We say it that way because one big thing is happening first — the players voting on a proposed new collective bargaining agreement that would begin immediately and last through the 2030 season.
The NFL Players Association announced Monday that voting has been extended to Saturday — it had been scheduled to conclude Thursday.
Teams are allowed to begin negotiating with impending unrestricted free agents next Monday, and whatever the decision on the CBA will heavily influence the talks — a decision will at least allow some movement to really begin, with much of the NFL’s business seemingly on hold until the CBA is sorted out.
Should the new CBA be approved, free agents’ contract negotiations will be impacted by the knowledge of 10 years of labor peace to come as well as the knowledge of how the salary structure will change down the road.
Conversely, should the CBA not pass, the league’s future financial structure will be unknown, and a few provisions of the old CBA will still be in place that could tangibly impact things this year. Notably, teams could use both a franchise and transition tag, which could keep a lot more players off the market (teams will be able to only use one tag if the CBA is approved).
For now, here are eight questions and answers about what you need to know as free agency approaches.
Q: When can players start signing?
A: As noted above, the agents of players can begin talking to teams next Monday at 1 p.m. PDT. This kicks off the 48-hour so-called “legal tampering” period. Players can officially sign contracts on Wednesday, March 18 at 1 p.m. PDT.
Q: This is just unrestricted free agents who are suddenly free to sign, correct?
A: Yes. An unrestricted free agent is a player whose contract ran through the 2019 season. He becomes “free” when the new league year begins Wednesday at 1 p.m. Many other players who were cut or unsigned when the season ended have been free to sign at anytime — those players are called “street free agents.”
Q: How many unrestricted free agents (or UFAs) does Seattle have?
A: 18. Here is the list: Defensive linemen Jadeveon Clowney, Quinton Jefferson, Jarran Reed, Al Woods, Ziggy Ansah and Dekoda Watson; linebacker Mychal Kendricks; offensive linemen Germain Ifedi, George Fant and Mike Iupati; receiver Jaron Brown; running backs Marshawn Lynch, Robert Turbin and C.J. Prosise; tight end Luke Willson; cornerbacks Akeem King and Neiko Thorpe; and quarterback Geno Smith. (Receiver Josh Gordon can also be a UFA but also remains indefinitely suspended).
Q: Seattle also has some restricted and exclusive rights free agents, correct?

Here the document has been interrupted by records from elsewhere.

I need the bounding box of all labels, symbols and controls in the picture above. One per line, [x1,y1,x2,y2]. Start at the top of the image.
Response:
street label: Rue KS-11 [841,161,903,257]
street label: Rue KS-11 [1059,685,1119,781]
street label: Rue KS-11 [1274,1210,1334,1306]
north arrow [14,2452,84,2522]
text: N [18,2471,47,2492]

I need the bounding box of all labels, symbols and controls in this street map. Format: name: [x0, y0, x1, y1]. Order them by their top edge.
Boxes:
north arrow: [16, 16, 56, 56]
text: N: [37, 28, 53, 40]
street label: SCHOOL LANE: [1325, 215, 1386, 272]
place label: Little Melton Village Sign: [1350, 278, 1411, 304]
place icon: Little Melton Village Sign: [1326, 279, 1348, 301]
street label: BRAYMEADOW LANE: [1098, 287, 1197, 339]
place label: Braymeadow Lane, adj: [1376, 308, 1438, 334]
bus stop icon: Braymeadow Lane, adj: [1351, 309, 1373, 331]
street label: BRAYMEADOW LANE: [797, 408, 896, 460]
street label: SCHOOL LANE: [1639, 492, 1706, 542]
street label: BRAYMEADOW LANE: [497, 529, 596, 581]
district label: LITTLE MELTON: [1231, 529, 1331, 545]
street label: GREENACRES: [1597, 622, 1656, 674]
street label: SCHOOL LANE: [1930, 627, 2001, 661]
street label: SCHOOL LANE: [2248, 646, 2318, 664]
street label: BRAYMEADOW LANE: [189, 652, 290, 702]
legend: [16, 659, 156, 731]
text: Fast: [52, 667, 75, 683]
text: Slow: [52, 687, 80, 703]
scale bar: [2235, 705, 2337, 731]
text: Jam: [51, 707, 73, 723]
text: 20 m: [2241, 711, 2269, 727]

A: Yes. Restricted free agents are players who have three accrued seasons in the NFL and whose contracts have run out. Teams can place what is called a “tender” on them — a pre-determined salary that is guaranteed only if they make the 53-man roster. Tendered players can still negotiate with other teams, but his current team has the right to match any offer the player would get with a chance to receive a draft pick back as compensation if the player signs elsewhere based on what tender the player received (first round, second round or original round if the player was drafted elsewhere).
Teams must submit offers to their RFAs by next Wednesday. If they don’t, then those players become unrestricted free agents.
Seattle has five RFAs: tight end Jacob Hollister, center Joey Hunt, receiver David Moore, defensive back Kalan Reed and defensive lineman Branden Jackson.
Q: How about exclusive rights free agents?
A: These are players who have fewer than three accrued seasons. Teams can retain their rights by tendering them an offer of one year at the minimum salary. Players can either take the offer or sit out a year, meaning there is really no decision. Players not tendered by Wednesday at 1 p.m. become free agents.
Seattle has eight ERFAs: offensive linemen Jordan Simmons and Jordan Roos, tight end Tyrone Swoopes, defensive tackle Bryan Mone, defensive backs Jeremy Boykins and Ryan Neal, receiver Malik Turner and linebacker Emmanuel Ellerbee.
Q: What is Seattle’s cap situation entering free agency?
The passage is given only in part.